You are viewing a plain text version of this content. The canonical link for it is here.
Posted to solr-user@lucene.apache.org by Bojan Šmid <bo...@gmail.com> on 2014/02/03 14:00:26 UTC

Re: Geospatial clustering + zoom in/out help

Hi David,

  I was hoping to get an answer on Geospatial topic from you :). These
links basically confirm that approach I wanted to take should work ok with
similar (or even bigger) amount of data than I plan to have. Instead of my
custom NxM division of world, I'll try existing GeoHash encoding, it may be
good enough (and will be quicker to implement).

  Thanks!

  Bojan


On Fri, Jan 31, 2014 at 8:27 PM, Smiley, David W. <ds...@mitre.org> wrote:

> Hi Bojan.
>
> You've got some good ideas here along the lines of some that others have
> tried.  I've through together a page on the wiki about this subject some
> time ago that I'm sure you will find interesting.  It references a relevant
> stack-overflow post, and also a presentation at DrupalCon which had a
> segment from a guy using the same approach you suggest here involving
> field-collapsing and/or stats components.  The video shows it in action.
>
> http://wiki.apache.org/solr/SpatialClustering
>
> It would be helpful for everyone if you share your experience with
> whatever you choose, once you give an approach a try.
>
> ~ David
> ________________________________________
> From: Bojan Šmid [bosmid@gmail.com]
> Sent: Thursday, January 30, 2014 1:15 PM
> To: solr-user@lucene.apache.org
> Subject: Geospatial clustering + zoom in/out help
>
> Hi,
>
> I have an index with 300K docs with lat,lon.

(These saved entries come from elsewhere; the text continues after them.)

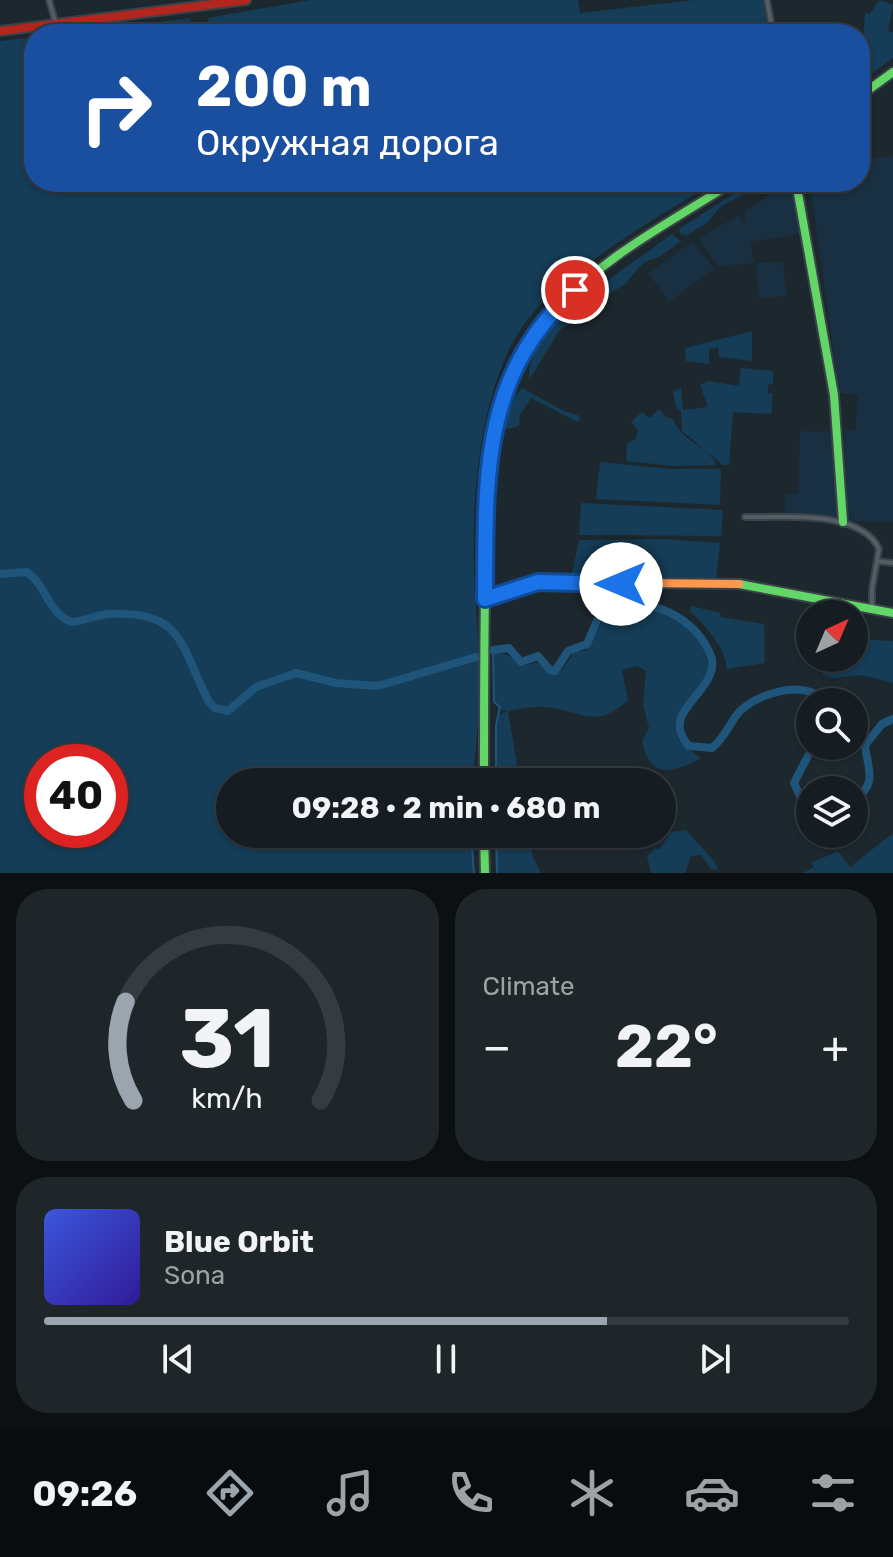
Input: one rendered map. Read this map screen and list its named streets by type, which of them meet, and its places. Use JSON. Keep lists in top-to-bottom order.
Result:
{
  "north": "top right",
  "page": {
    "turn": ["200 m", "Окружная дорога"],
    "limit": "40",
    "trip": "09:28 · 2 min · 680 m",
    "tile": "Climate",
    "heat": ["−", "22°", "+"],
    "song": ["Blue Orbit", "Sona"],
    "tabs": "09:26",
    "gauge": ["31", "km/h"]
  }
}
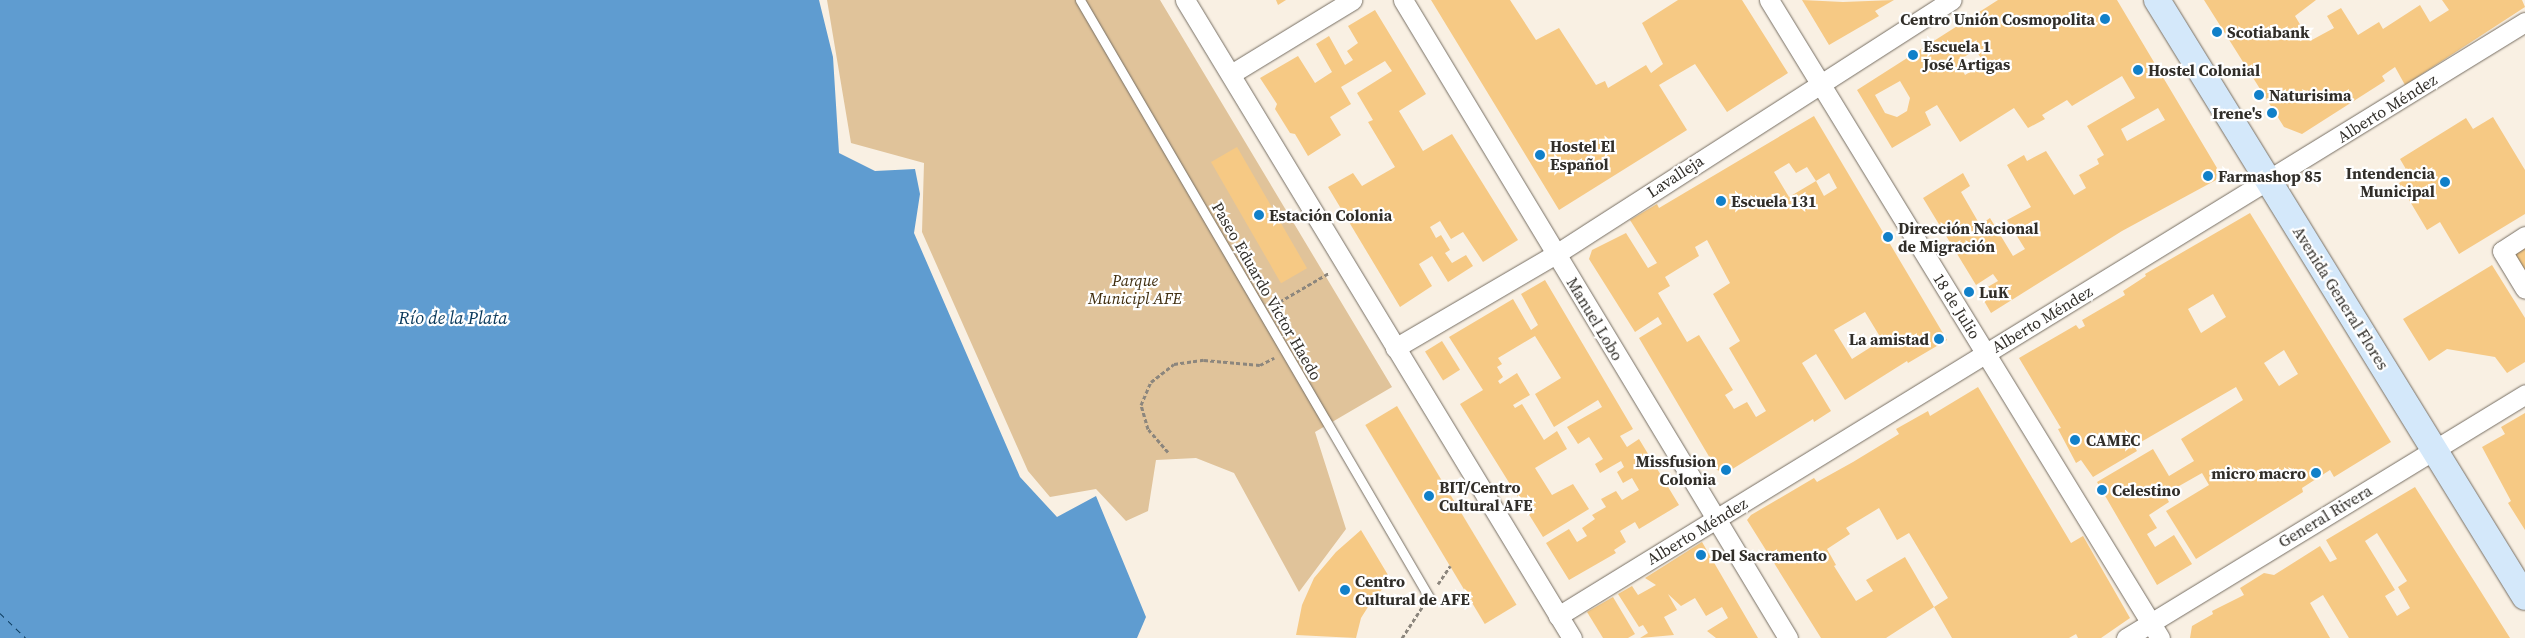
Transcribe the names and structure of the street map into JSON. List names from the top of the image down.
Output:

I need to cluster the docs
> based on lat,lon for display in the UI. The user then needs to be able to
> click on any cluster and zoom in (up to 11 levels deep).
>
> I'm using Solr 4.6 and I'm wondering how best to implement this
> efficiently?
>
> A bit more specific questions below.
>
> I need to:
>
> 1) cluster data points at different zoom levels
>
> 2) click on a specific cluster and zoom in
>
> 3) be able to select a region (bounding box or polygon) and show clusters
> in the selected area
>
> What's the best way to implement this so that queries are fast?
>
> What I thought I would try, but maybe there are better ways:
>
> * divide the world in NxM large squares and then each of these squares into
> 4 more squares, and so on - 11 levels deep
>
> * at index time figure out all squares (at all 11 levels) each data point
> belongs to and index that info into 11 different fields: e.g.
> <id=1 name=foo lat=x lon=y zoom1=square1_62  zoom2=square1_62_47
> zoom3=square1_62_47_33 ....>
>
> * at search time, use field collapsing on zoomX field to get which docs
> belong to which square on particular level
>
> * calculate center point of each square (by calculating mean value of
> positions for all points in that square) using StatsComponent (facet on
> zoomX field, avg on lat and lon fields) - I would consider those squares as
> separate clusters (one square is one cluster) and center points of those
> squares as center points of clusters derived from them
>
> I *think* the problem with this approach is that:
>
> * there will be many unique fields for bigger zoom levels, which means
> field collapsing / StatsComponent maaay not work fast enough
>
> * clusters will not look very natural because I would have many clusters on
> each zoom level and what are "real" geographical clusters would be
> displayed as multiple clusters since their points would in some cases be
> dispersed into multiple squares. But that may be OK
>
> * a lot will depend on how the squares are calculated - linearly dividing
> 360 degrees by N to get "equal" size squares in degrees would produce
> issues with "real" square sizes and counts of points in each of them
>
>
> So I'm wondering if there is a better way?
>
> Thanks,
>
>
>   Bojan
>